__The task__
Please set down, exactly, the line with "Where are all" and all lines that follow it through the end of the records below.

---+---

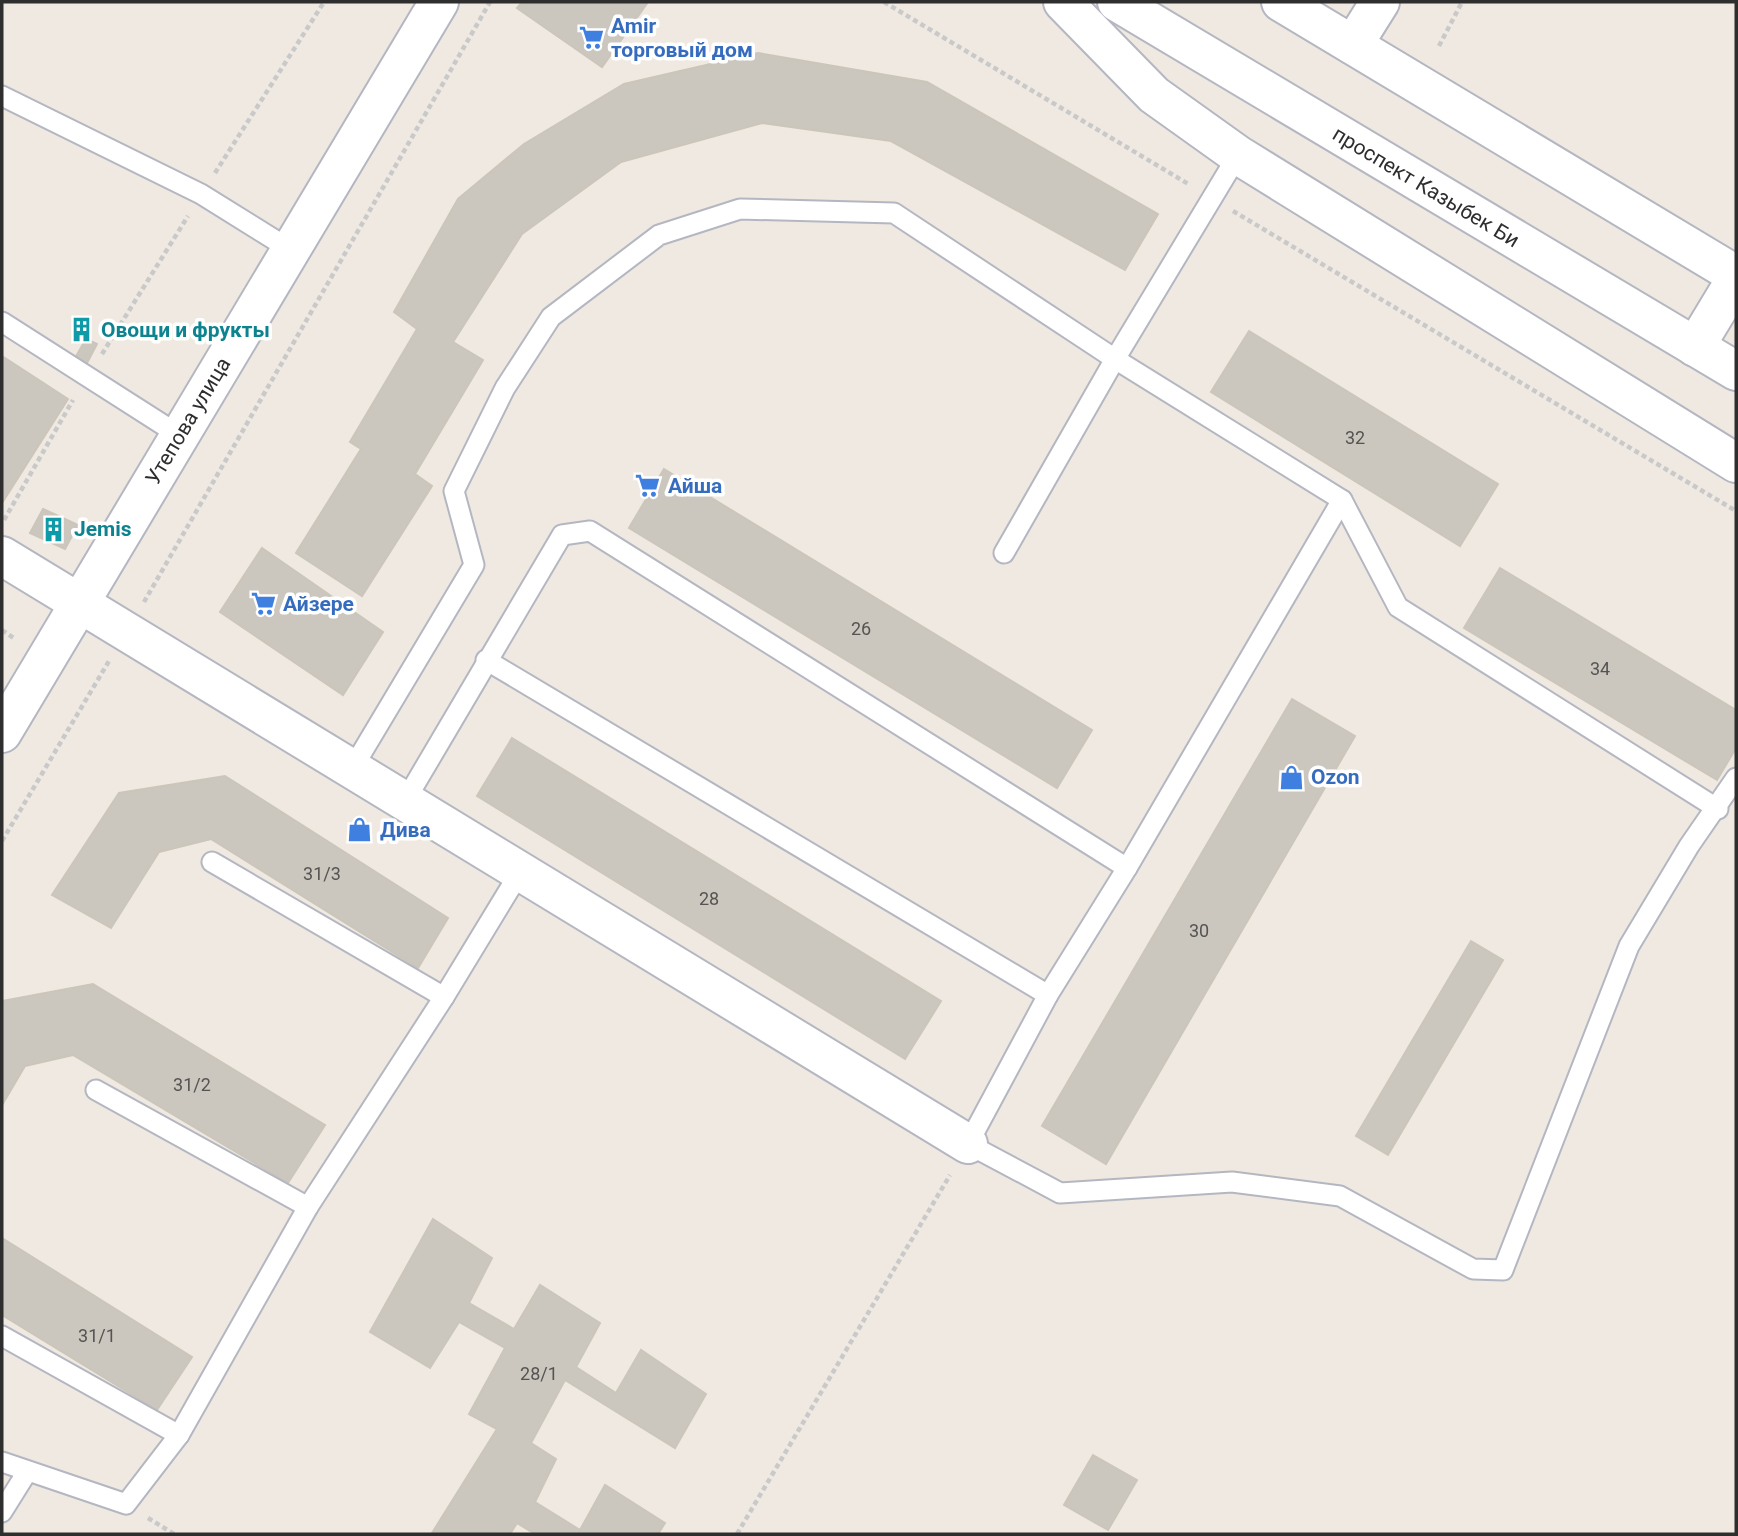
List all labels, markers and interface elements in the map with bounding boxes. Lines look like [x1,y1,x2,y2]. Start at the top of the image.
place label: Amir торговый дом [611,14,753,62]
supermarket icon: Amir торговый дом [577,24,605,52]
street label: проспект Казыбек Би [1328,122,1524,252]
building icon: Овощи и фрукты [67,316,95,344]
place label: Овощи и фрукты [101,318,270,342]
street label: Утепова улица [141,353,235,489]
house number: 32 [1345,427,1365,448]
supermarket icon: Айша [634,472,662,500]
place label: Айша [668,474,722,498]
building icon: Jemis [40,515,68,543]
place label: Jemis [74,517,132,541]
supermarket icon: Айзере [249,590,277,618]
place label: Айзере [283,592,354,616]
house number: 26 [851,618,871,639]
house number: 34 [1590,658,1610,679]
shop icon: Ozon [1277,763,1305,791]
place label: Ozon [1311,765,1360,789]
shop icon: Дива [346,816,374,844]
place label: Дива [380,818,431,842]
house number: 31/3 [303,863,341,884]
house number: 28 [699,888,719,909]
house number: 30 [1189,920,1209,941]
house number: 31/2 [173,1074,211,1095]
house number: 31/1 [78,1325,116,1346]
house number: 28/1 [520,1363,558,1384]

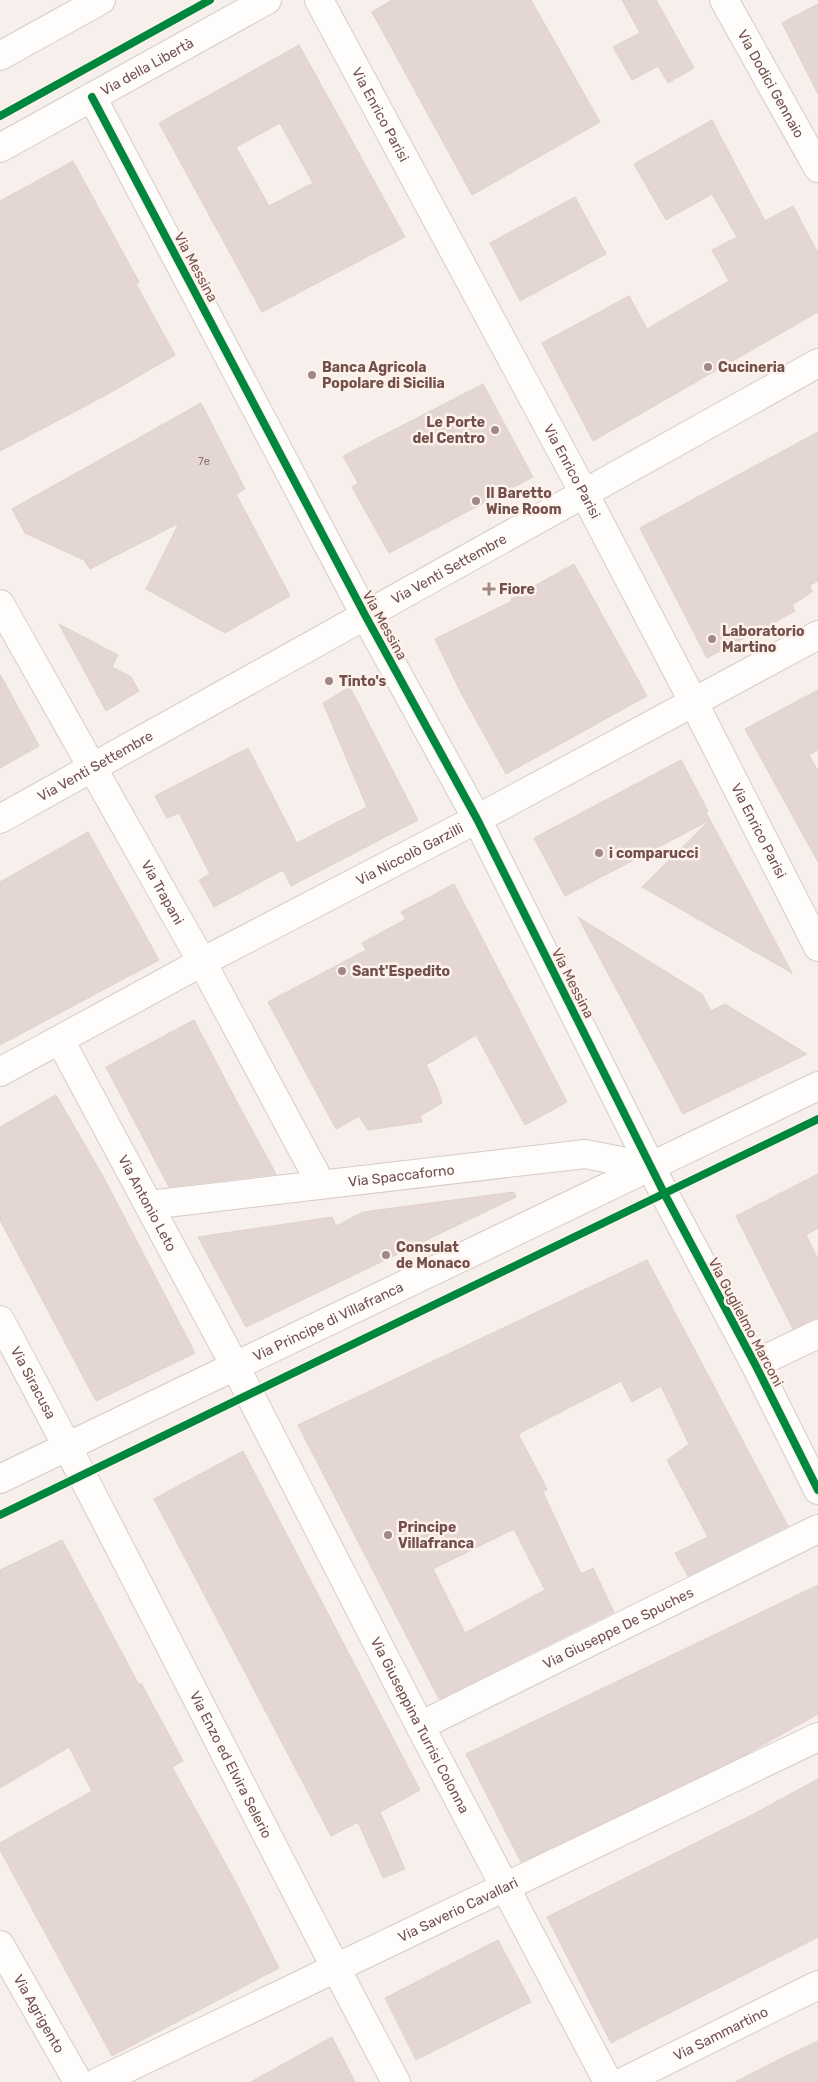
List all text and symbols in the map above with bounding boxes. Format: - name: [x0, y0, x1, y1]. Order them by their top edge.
- street label: Via Dodici Gennaio: [733, 27, 807, 141]
- street label: Via della Libertà: [98, 34, 197, 100]
- street label: Via Enrico Parisi: [348, 65, 412, 165]
- street label: Via Messina: [170, 229, 221, 305]
- place label: Banca Agricola Popolare di Sicilia: [322, 359, 445, 392]
- place label: Cucineria: [718, 359, 785, 376]
- marker: Cucineria: [702, 361, 714, 373]
- marker: Banca Agricola Popolare di Sicilia: [306, 369, 318, 381]
- place label: Le Porte del Centro: [412, 414, 485, 447]
- street label: Via Enrico Parisi: [540, 421, 604, 522]
- marker: Le Porte del Centro: [489, 424, 501, 436]
- house number: 7e: [198, 455, 210, 468]
- place label: Il Baretto Wine Room: [486, 485, 562, 518]
- marker: Il Baretto Wine Room: [470, 495, 482, 507]
- street label: Via Venti Settembre: [389, 530, 510, 608]
- place label: Fiore: [499, 581, 535, 598]
- marker: Fiore: [483, 583, 495, 595]
- street label: Via Messina: [359, 588, 411, 663]
- place label: Laboratorio Martino: [722, 623, 804, 656]
- marker: Laboratorio Martino: [706, 633, 718, 645]
- place label: Tinto's: [339, 673, 387, 690]
- marker: Tinto's: [323, 675, 335, 687]
- street label: Via Venti Settembre: [35, 727, 156, 805]
- street label: Via Enrico Parisi: [727, 780, 790, 881]
- street label: Via Niccolò Garzilli: [353, 820, 466, 889]
- place label: i comparucci: [609, 845, 699, 862]
- marker: i comparucci: [593, 847, 605, 859]
- street label: Via Trapani: [137, 857, 187, 928]
- street label: Via Messina: [548, 945, 597, 1021]
- place label: Sant'Espedito: [352, 963, 450, 980]
- marker: Sant'Espedito: [336, 965, 348, 977]
- street label: Via Antonio Leto: [114, 1152, 180, 1254]
- street label: Via Spaccaforno: [347, 1161, 455, 1191]
- place label: Consulat de Monaco: [396, 1239, 470, 1272]
- marker: Consulat de Monaco: [380, 1249, 392, 1261]
- street label: Via Guglielmo Marconi: [704, 1255, 787, 1390]
- street label: Via Principe di Villafranca: [250, 1278, 406, 1365]
- street label: Via Siracusa: [7, 1344, 59, 1422]
- place label: Principe Villafranca: [398, 1519, 474, 1552]
- marker: Principe Villafranca: [382, 1529, 394, 1541]
- street label: Via Giuseppe De Spuches: [540, 1584, 696, 1673]
- street label: Via Giuseppina Turrisi Colonna: [367, 1634, 473, 1816]
- street label: Via Enzo ed Elvira Selerio: [186, 1688, 275, 1841]
- street label: Via Saverio Cavallari: [395, 1874, 521, 1946]
- street label: Via Agrigento: [10, 1972, 68, 2056]
- street label: Via Sammartino: [671, 2003, 771, 2065]

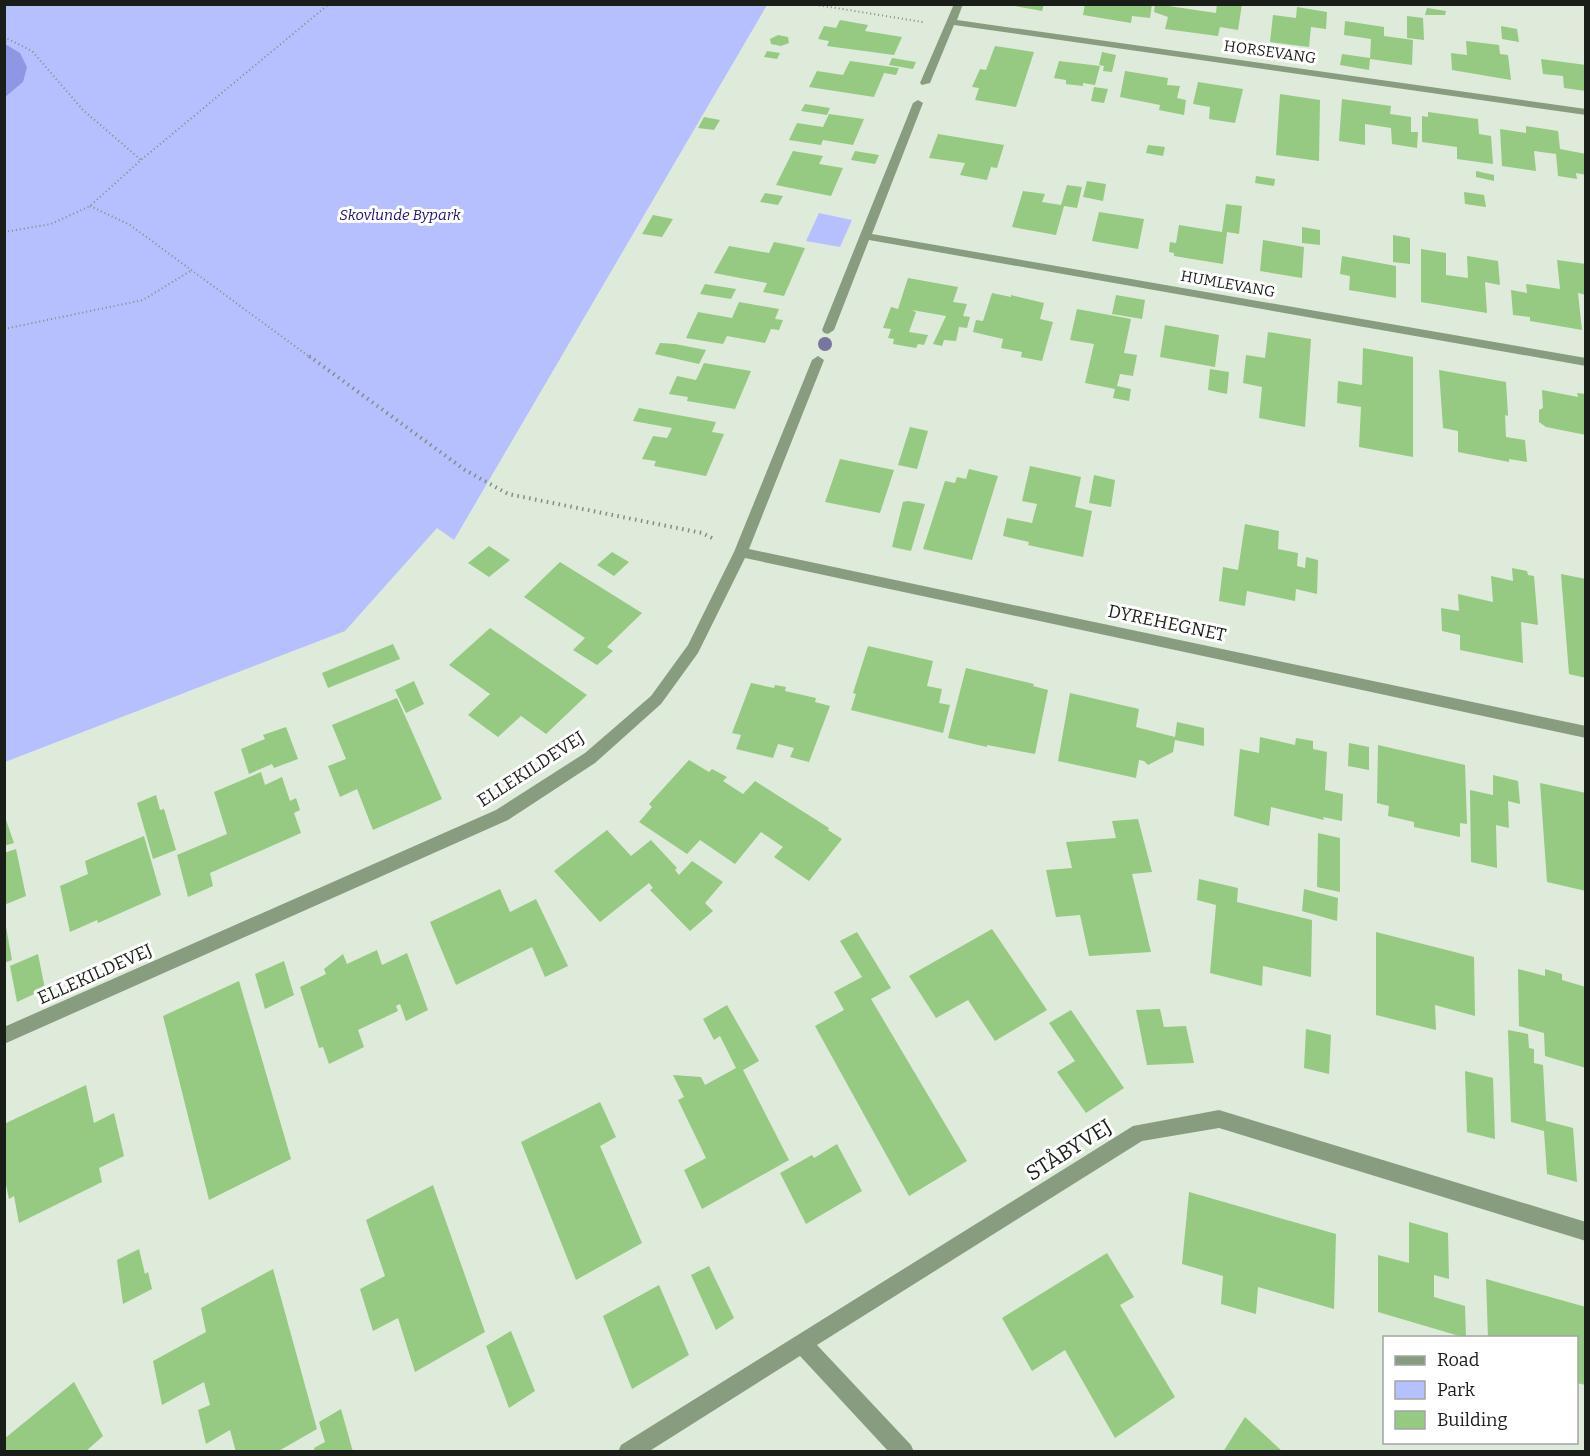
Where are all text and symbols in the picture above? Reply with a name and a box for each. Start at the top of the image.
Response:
street label: HORSEVANG [1223,37,1317,67]
park label: Skovlunde Bypark [339,206,462,224]
street label: HUMLEVANG [1179,267,1277,301]
street label: DYREHEGNET [1106,600,1228,646]
street label: ELLEKILDEVEJ [473,726,589,812]
street label: ELLEKILDEVEJ [34,939,156,1009]
street label: STÅBYVEJ [1021,1113,1117,1187]
legend [1383,1336,1578,1444]
text: Road [1437,1349,1480,1371]
text: Park [1437,1379,1476,1401]
text: Building [1437,1409,1508,1431]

---+---

__Response__
Where are all text and symbols in the picture above? Reply with a name and a box for each. Start at the top of the image.
Response:
street label: HORSEVANG [1223,37,1317,67]
park label: Skovlunde Bypark [339,206,462,224]
street label: HUMLEVANG [1179,267,1277,301]
street label: DYREHEGNET [1106,600,1228,646]
street label: ELLEKILDEVEJ [473,726,589,812]
street label: ELLEKILDEVEJ [34,939,156,1009]
street label: STÅBYVEJ [1021,1113,1117,1187]
legend [1383,1336,1578,1444]
text: Road [1437,1349,1480,1371]
text: Park [1437,1379,1476,1401]
text: Building [1437,1409,1508,1431]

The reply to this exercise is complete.